Task objective:
For this exercise, copy the data exactly and omit any images.

The data:
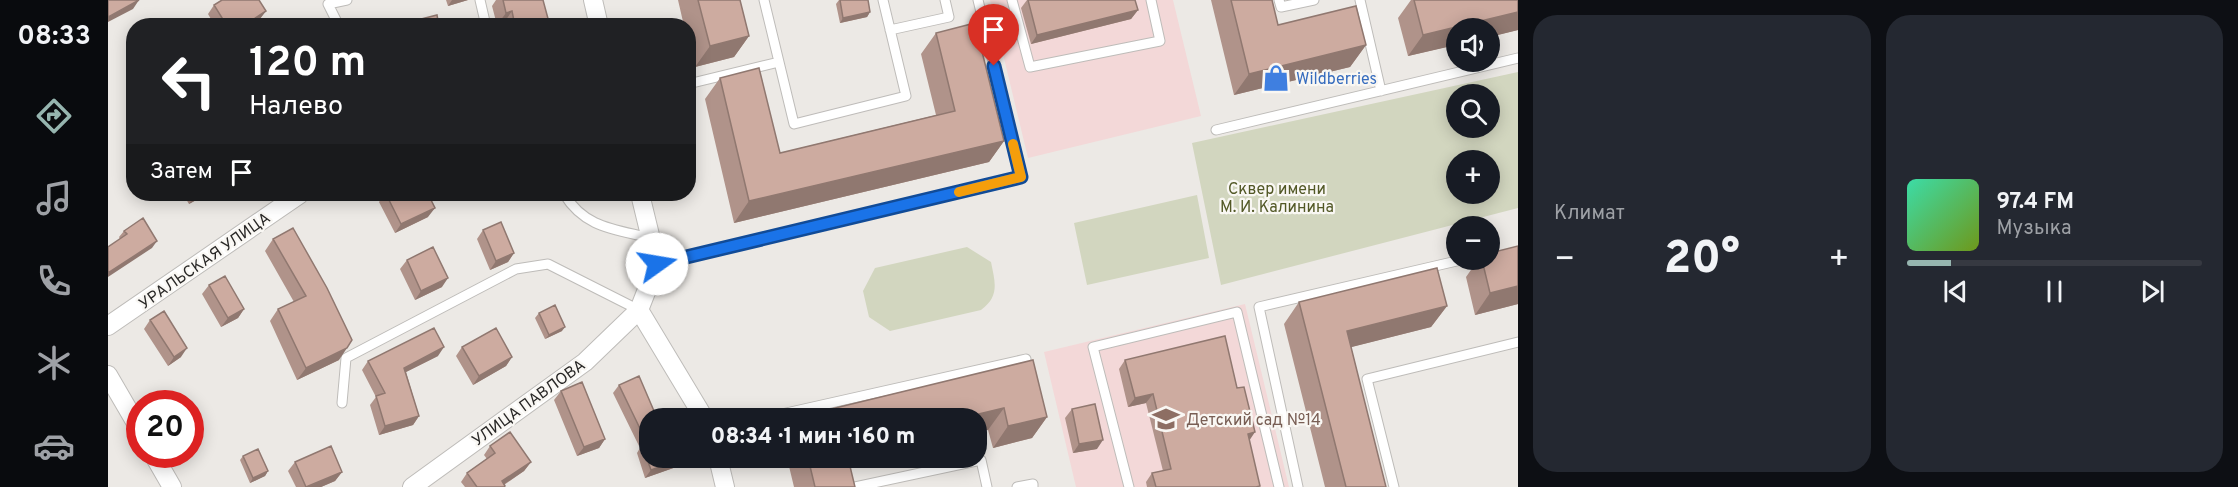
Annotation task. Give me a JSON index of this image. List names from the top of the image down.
{
  "streets": {
    "street": ["УРАЛЬСКАЯ УЛИЦА", "УЛИЦА ПАВЛОВА"]
  },
  "parks": ["Сквер имени М. И. Калинина"],
  "places": {
    "shop": ["Wildberries"],
    "school or university": ["Детский сад №14"]
  },
  "page": {
    "tabs": "08:33",
    "tile": "Климат",
    "map_buttons": ["+", "−"],
    "turn": ["120 m", "Налево"],
    "then": "Затем",
    "song": ["97.4 FM", "Музыка"],
    "heat": ["−", "20°", "+"],
    "limit": "20",
    "trip": "08:34 · 1 мин · 160 m"
  }
}
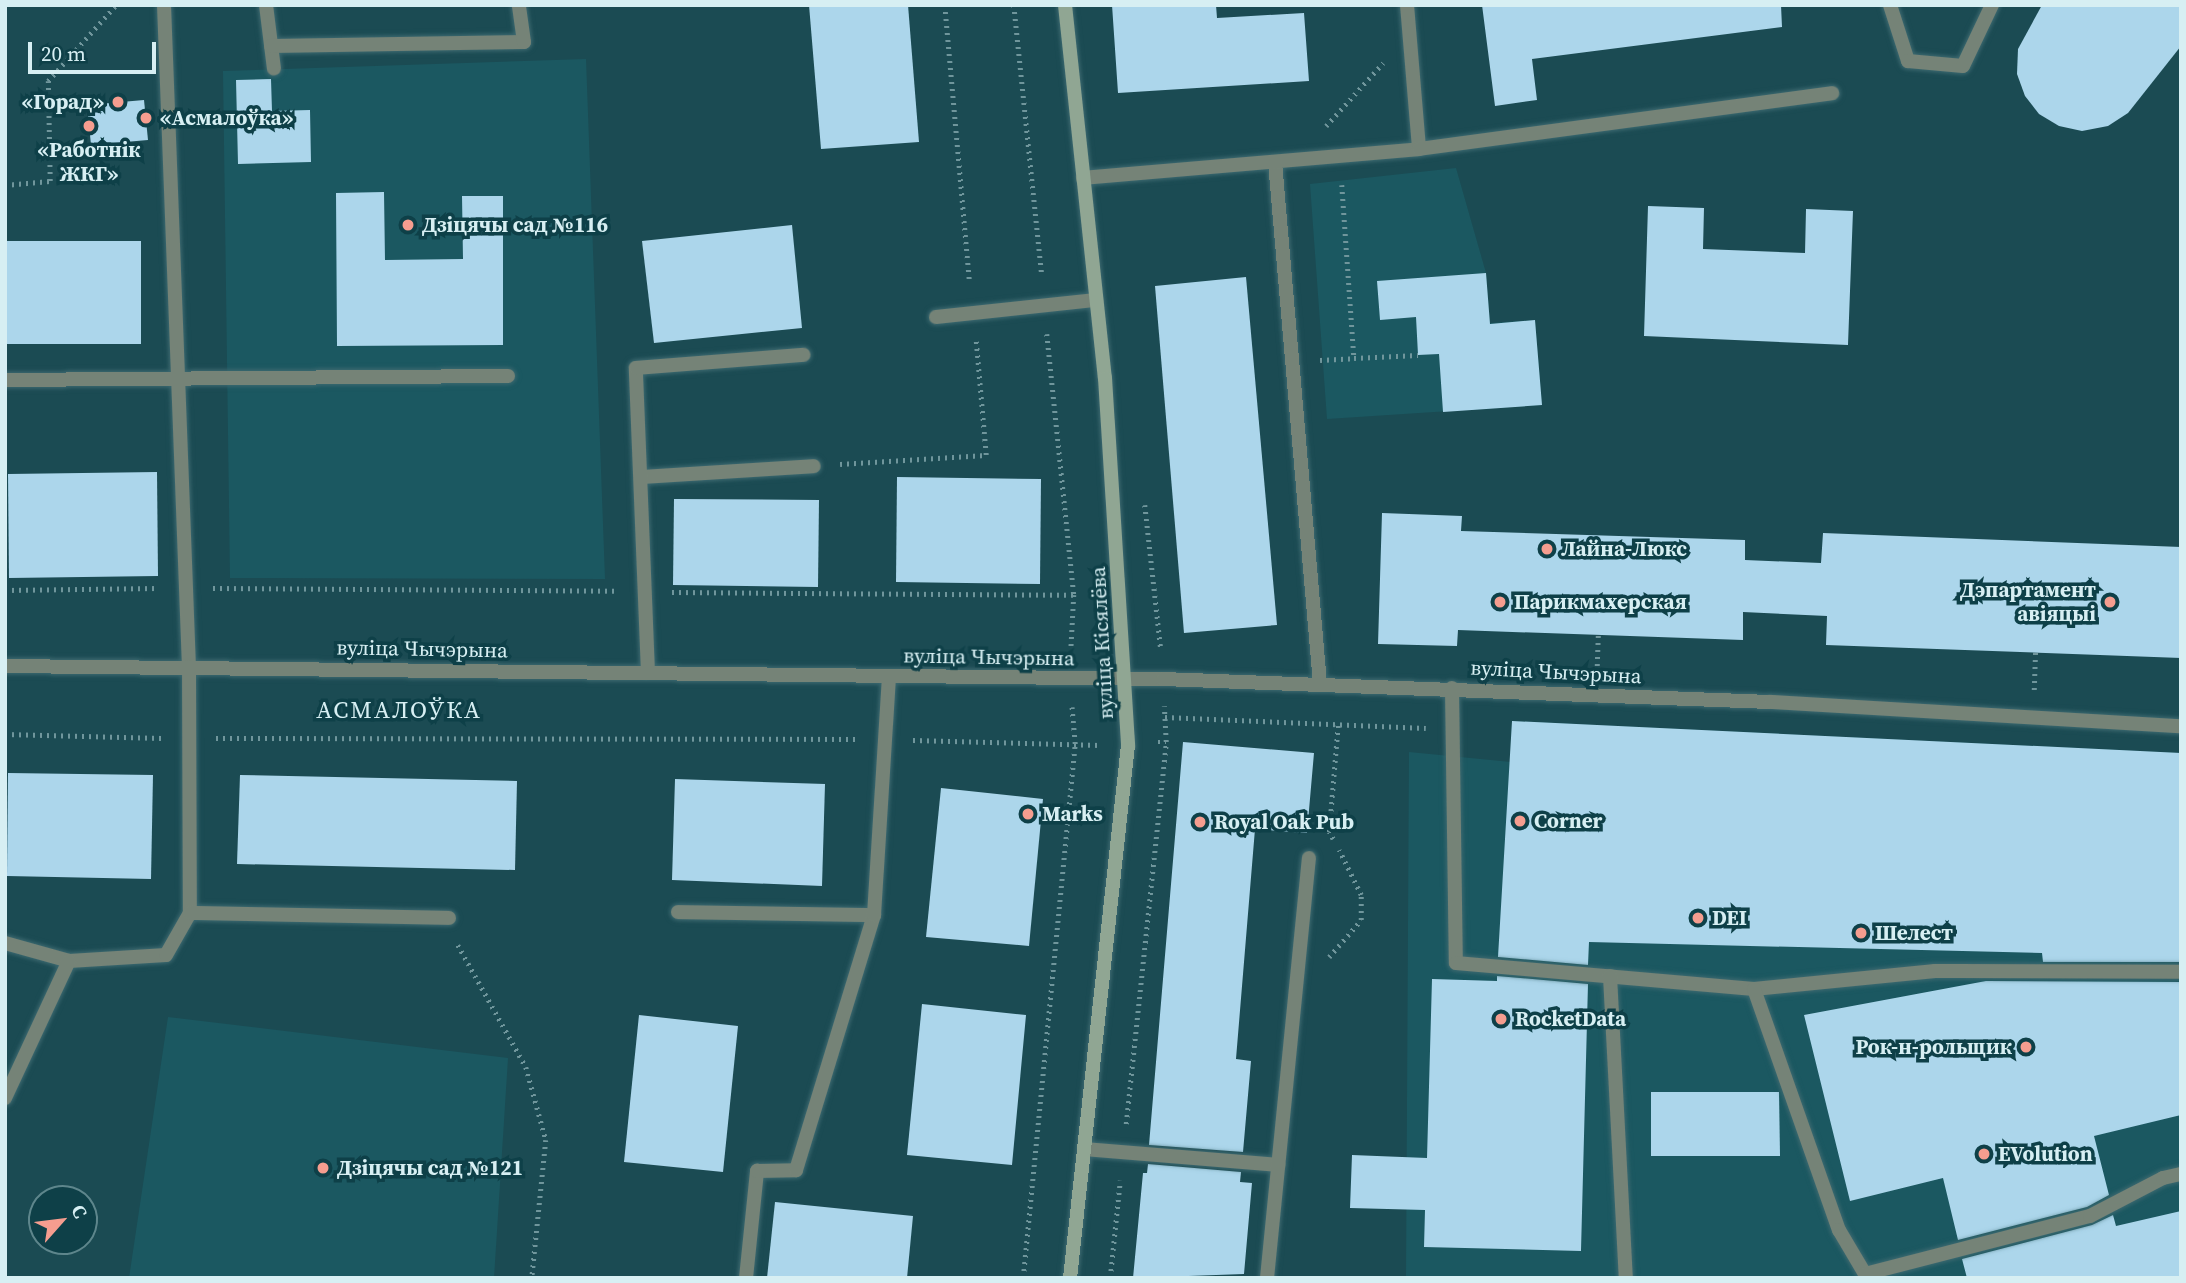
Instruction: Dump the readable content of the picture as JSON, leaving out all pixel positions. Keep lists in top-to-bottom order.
{
  "streets": {
    "street": ["вуліца Кісялёва", "вуліца Чычэрына"]
  },
  "crossings": [
    ["вуліца Кісялёва", "вуліца Чычэрына"]
  ],
  "districts": ["АСМАЛОЎКА"],
  "places": [
    "«Горад»",
    "«Асмалоўка»",
    "«Работнік ЖКГ»",
    "Дзіцячы сад №116",
    "Лайна-Люкс",
    "Парикмахерская",
    "Дэпартамент авіяцыі",
    "Marks",
    "Corner",
    "Royal Oak Pub",
    "DEI",
    "Шелест",
    "RocketData",
    "Рок-н-рольщик",
    "EVolution",
    "Дзіцячы сад №121"
  ],
  "scale_bar": "20 m",
  "north": "top right"
}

Output for this task:
Annotation task. Give me a JSON index of this image. List names from the top of the image down.
{
  "streets": {
    "street": ["УРАЛЬСКАЯ УЛИЦА", "УЛИЦА ПАВЛОВА"]
  },
  "parks": ["Сквер имени М. И. Калинина"],
  "places": {
    "shop": ["Wildberries"],
    "school or university": ["Детский сад №14"]
  },
  "page": {
    "tabs": "08:33",
    "tile": "Климат",
    "map_buttons": ["+", "−"],
    "turn": ["120 m", "Налево"],
    "then": "Затем",
    "song": ["97.4 FM", "Музыка"],
    "heat": ["−", "20°", "+"],
    "limit": "20",
    "trip": "08:34 · 1 мин · 160 m"
  }
}
Instruction: Dump the readable content of the picture as JSON, leaving out all pixel positions. Keep lists in top-to-bottom order.
{
  "streets": {
    "street": ["вуліца Кісялёва", "вуліца Чычэрына"]
  },
  "crossings": [
    ["вуліца Кісялёва", "вуліца Чычэрына"]
  ],
  "districts": ["АСМАЛОЎКА"],
  "places": [
    "«Горад»",
    "«Асмалоўка»",
    "«Работнік ЖКГ»",
    "Дзіцячы сад №116",
    "Лайна-Люкс",
    "Парикмахерская",
    "Дэпартамент авіяцыі",
    "Marks",
    "Corner",
    "Royal Oak Pub",
    "DEI",
    "Шелест",
    "RocketData",
    "Рок-н-рольщик",
    "EVolution",
    "Дзіцячы сад №121"
  ],
  "scale_bar": "20 m",
  "north": "top right"
}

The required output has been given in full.